[Task description]:
All that should be output is the block of lines below from the line with "position:absolute; left:692px; top:120px;" to the line with "position:absolute; translate:-50% -68px;", both included, exactly as written.

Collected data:
———
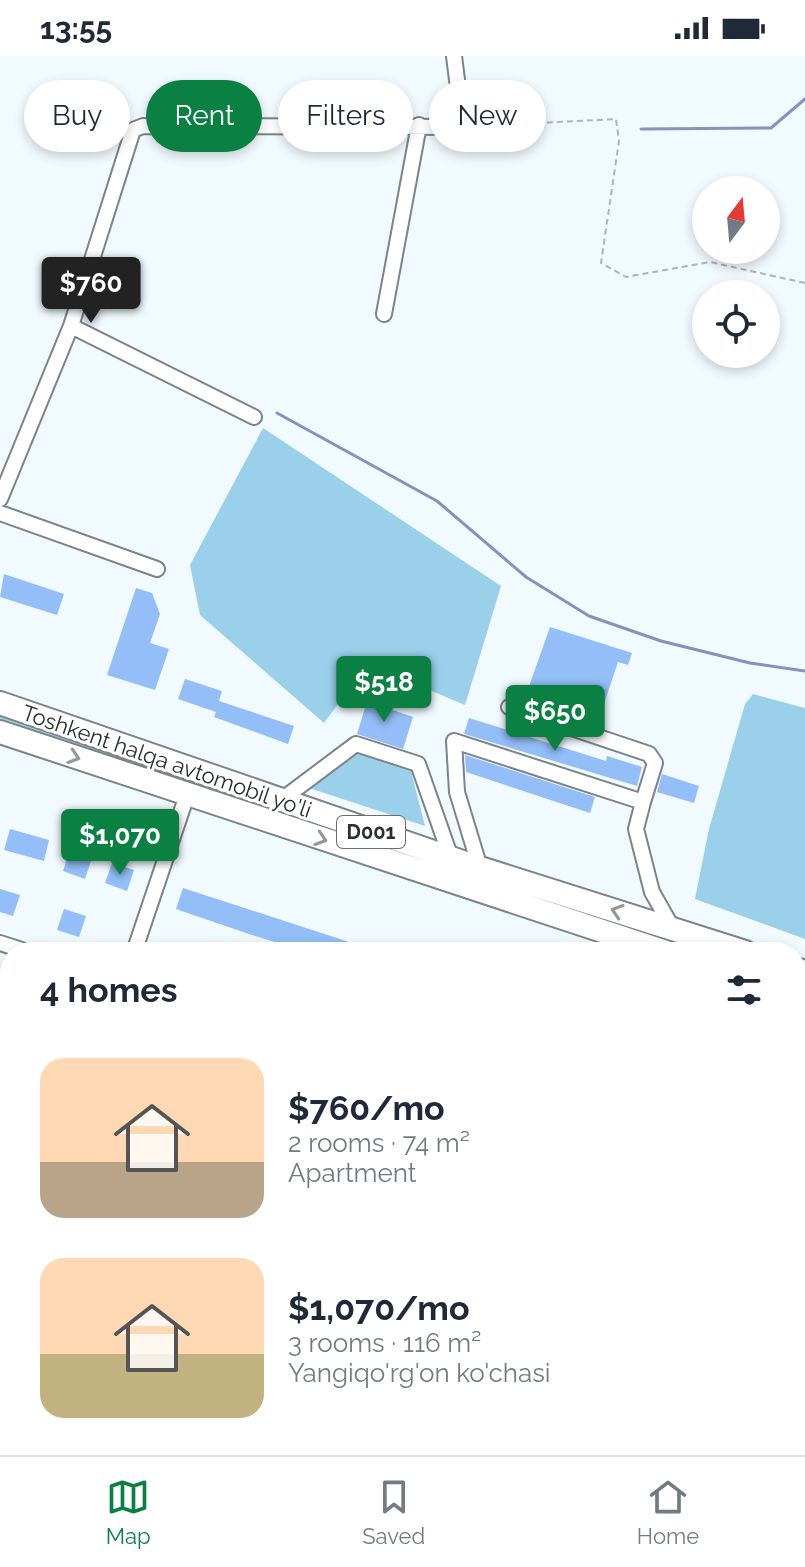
<!DOCTYPE html>
<html lang="en">
<head>
<meta charset="utf-8">
<style>
	body { margin:0; font-family:Raleway,sans-serif; background:#f6f6f7; color:#1f2937; height:100vh; display:flex; flex-direction:column; font-size:30px; white-space:nowrap }
	* { box-sizing:border-box; margin:0 }
	p { font-size:26px; color:#747a83 }
	.icon { flex:none; width:44px; height:44px; fill:none; stroke:currentColor; stroke-width:2; stroke-linecap:round; stroke-linejoin:round }
	.map { position:relative; flex:1; overflow:hidden }
	.side { position:absolute; left:0px; top:886px; width:806px; height:514px; display:flex; flex-direction:column; background:#fff; border-radius:32px 32px 0 0; box-shadow:0 4px 12px #0003 }
	.side>* { flex:none }
	.banner { position:absolute; left:24px; top:24px; width:758px; height:72px; display:flex; gap:16px }
	.needle { width:52px; rotate:16deg }
	.fabs { position:absolute; left:692px; top:120px; display:grid; gap:16px }
	.fabs a { display:grid; place-items:center; width:88px; height:88px; border-radius:50%; background:#fff; box-shadow:0 4px 12px #0003; font-size:40px }
	.price { position:absolute; translate:-50% -68px; padding:0 18px; border-radius:8px; background:#0b8043; color:#fff; font-size:26px; line-height:52px; filter:drop-shadow(0 2px 4px #0008) }
	.price::after { content:''; position:absolute; left:50%; top:48px; width:24px; height:18px; margin-left:-12px; background:inherit; clip-path:polygon(0 0,100% 0,50% 100%) }
	.price.current { background:#222; color:#fff }
	ul { padding:0; list-style:none }
	li { display:flex; align-items:center; gap:24px; height:200px; padding:0 40px }
	li span { display:grid; place-items:center; flex:none; width:224px; height:160px; border-radius:24px; color:#555 }
	li>.icon { margin-inline-start:auto }
	span .icon { width:96px; height:96px; fill:#fffc; stroke-width:1 }
	li b { font-size:34px }
	h2 { display:flex; justify-content:space-between; align-items:center; height:96px; padding:0 40px; font-size:34px }
	.chip { padding:0 28px; border-radius:36px; background:#fff; box-shadow:0 4px 12px #0003; font-size:28px; line-height:72px }
	.chip.current { background:#0b8043; color:#fff }
	.status { display:flex; justify-content:space-between; align-items:center; height:56px; padding:0 40px; background:#fff; direction:ltr }
	.status svg { height:22px; fill:currentColor }
	.tab-bar { display:flex; justify-content:space-around; align-items:center; height:112px; border-top:2px solid #e0e1e3; background:#fff; font-size:22px; color:#747a83 }
	.tab-bar a { display:grid; justify-items:center; gap:4px }
	.tab-bar .current { color:#0b8043 }
	.map>svg:first-child { display:block }
	.green { fill:#9bd0eb }
	.lines { fill:none; stroke-linecap:round; stroke-linejoin:round }
	.stream { stroke:#8a8fbe; stroke-width:3 }
	.building { fill:#93bef8 }
	.minor-casing { stroke:#7c8489; stroke-width:18 }
	.highway-casing { stroke:#7c8489; stroke-width:26 }
	.path { stroke:#adb5b9; stroke-width:2; stroke-dasharray:6 4; stroke-linecap:butt }
	.minor { stroke:#fff; stroke-width:14 }
	.highway { stroke:#fff; stroke-width:22 }
	.oneway { stroke:#959798 }
	.labels { text-anchor:middle; dominant-baseline:central; stroke-width:6; stroke-linejoin:round; paint-order:stroke }
	.shield { fill:#fff; stroke:#6b6d6f; stroke-width:2 }
	.shield-label { font-size:20px; font-weight:bold; fill:#2b2f31 }
	.street-label { font-size:22px; fill:#2b2f31; stroke:#fff }
</style>
</head>
<body>
<div class="status"><b>13:55</b><svg viewBox="0 0 49 12"><path d="M0 12V9h3v3zM5 12V6h3v6zM10 12V3h3v9zM15 12V0h3v12zM26 1h20v11H26zM47 4h2v5h-2z"/></svg></div>
<div class="map">
<svg width="805" height="1399" viewBox="0 0 805 1399">
	<rect width="100%" height="100%" fill="#f0faff"/>
	<path class="green" d="M263,372L501,530L465,649L368,608L324,667L200,559L190,509Z
		M753,638L805,652V883L695,843L709,773L745,648Z
		M0,659L696,892L679,894L0,667Z
		M359,697L411,715L425,770L309,732Z"/>
	<g class="lines">
		<path class="stream" d="M641,73L771,72L805,43
			M277,357L437,445L526,521L589,560L661,585L750,607L805,615"/>
	</g>
	<path class="building" d="M4,518L64,538L57,559L0,541Z
		M136,532L152,537L160,558L150,587L169,593L155,634L107,619Z
		M550,571L632,597L628,609L618,606L600,660L527,636Z
		M185,623L222,635L219,645L294,670L288,688L214,661L216,656L178,643Z
		M369,639L384,643L381,650L413,661L403,693L357,678Z
		M469,662L606,705L607,700L642,711L637,730L464,678Z
		M465,699L595,741L590,757L466,716Z
		M662,718L699,730L694,747L657,736Z
		M10,773L49,784L44,805L4,794Z
		M70,794L92,802L85,823L63,815Z
		M112,807L134,814L127,835L105,827Z
		M183,832L346,885L372,896H306L243,876L176,853Z
		M0,833L20,839L13,860L0,856Z
		M64,853L86,860L79,881L57,874Z
		M232,1390H279L299,1399H252Z
		M611,1390H646L644,1399H608Z"/>
	<g class="lines">
		<g class="minor-casing">
			<path id="minor" d="M384,258L419,69
				M71,270L254,361
				M0,443L71,270L133,74L143,70L463,71L454,0
				M0,457L157,513
				M509,651L649,698L655,707L643,746
				M280,745L356,688L418,708L451,802
				M480,812L457,736L454,685L643,746L636,773L652,836L673,873
				M0,887L28,896
				M134,896L187,739
				M0,1024L10,1027
				M796,1151L805,1154
				M0,1181L10,1160
				M796,1259L805,1255
				M0,1351L10,1354
				M796,1376L805,1360
				M105,1390L129,1399
				M415,1398L418,1390
				M12,1399L14,1390
				M546,1399L549,1390
				M782,1399L788,1390"/>
		</g>
		<g class="highway-casing">
			<path id="highway" d="M0,647L480,812L745,896
				M0,676L666,896
				M796,913L805,916
				M796,939L805,942"/>
		</g>
		<path class="path" d="M477,70L616,63L619,85L601,207L626,221L710,206L805,227"/>
		<use href="#minor" class="minor"/>
		<use href="#highway" class="highway"/>
	</g>
	<defs><path id="oneway-chevron" d="M-2-3.5L2.5 0L-2 3.5" fill="none" stroke-width="1.6" stroke-linecap="round" stroke-linejoin="round" transform="scale(2)"/></defs>
	<g class="oneway">
		<use href="#oneway-chevron" transform="translate(74 701) rotate(18)"/>
		<use href="#oneway-chevron" transform="translate(321 783) rotate(18)"/>
		<use href="#oneway-chevron" transform="translate(617 855) rotate(-162)"/>
	</g>
	<g class="labels">
		<rect class="shield" x="337" y="760" width="68" height="32" rx="6"/>
		<g class="shield-label">
			<text x="371" y="776">D001</text>
		</g>
		<g class="street-label">
			<text transform="translate(167 705) rotate(19)">Toshkent halqa avtomobil yo'li</text>
		</g>
	</g>
</svg>
<div class="fabs">
<a><svg class="needle" viewBox="-14 -14 28 28"><path d="M0-13l5 13h-10z" fill="#e53935"/><path d="M0 13l5-13h-10z" fill="#747a83"/></svg></a>
<a><svg class="icon" aria-label="locate" viewBox="0 0 24 24"><circle cx="12" cy="12" r="6"/><path d="M12 2v4M12 18v4M2 12h4M18 12h4"/></svg></a>
</div>
<b class="price current" style="left:91px;top:269px">$760</b>
<b class="price" style="left:384px;top:668px">$518</b>
<b class="price" style="left:555px;top:697px">$650</b>
<b class="price" style="left:120px;top:821px">$1,070</b>
<div class="banner">
<a class="chip">Buy</a>
<a class="chip current">Rent</a>
<a class="chip">Filters</a>
<a class="chip">New</a>
</div>
<section class="side">
<h2>4 homes<svg class="icon" aria-label="filters" viewBox="0 0 24 24"><path d="M4 7h16M4 17h16"/><circle cx="9" cy="7" r="2"/><circle cx="15" cy="17" r="2"/></svg></h2>
<ul>
<li><span style="background:linear-gradient(#ffd9b3 65%,#b9a48a 0)"><svg class="icon" aria-label="home" viewBox="0 0 24 24"><path d="M3 11l9-7 9 7M6 9v11h12V9"/></svg></span><div><b>$760/mo</b><p>2 rooms · 74 m²</p><p>Apartment</p></div></li>
<li><span style="background:linear-gradient(#ffd9b3 60%,#c2b280 0)"><svg class="icon" aria-label="home" viewBox="0 0 24 24"><path d="M3 11l9-7 9 7M6 9v11h12V9"/></svg></span><div><b>$1,070/mo</b><p>3 rooms · 116 m²</p><p>Yangiqo'rg'on ko'chasi</p></div></li>
</ul>
</section>
</div>
<nav class="tab-bar">
<a class="current"><svg class="icon" aria-label="map" viewBox="0 0 24 24"><path d="M3 6l6-2 6 2 6-2v14l-6 2-6-2-6 2zM9 4v14M15 6v14"/></svg>Map</a>
<a><svg class="icon" aria-label="saved" viewBox="0 0 24 24"><path d="M7 4h10v16l-5-4-5 4z"/></svg>Saved</a>
<a><svg class="icon" aria-label="home" viewBox="0 0 24 24"><path d="M3 11l9-7 9 7M6 9v11h12V9"/></svg>Home</a>
</nav>
</body>
</html>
———
[Answer for the task]:
	.fabs { position:absolute; left:692px; top:120px; display:grid; gap:16px }
	.fabs a { display:grid; place-items:center; width:88px; height:88px; border-radius:50%; background:#fff; box-shadow:0 4px 12px #0003; font-size:40px }
	.price { position:absolute; translate:-50% -68px; padding:0 18px; border-radius:8px; background:#0b8043; color:#fff; font-size:26px; line-height:52px; filter:drop-shadow(0 2px 4px #0008) }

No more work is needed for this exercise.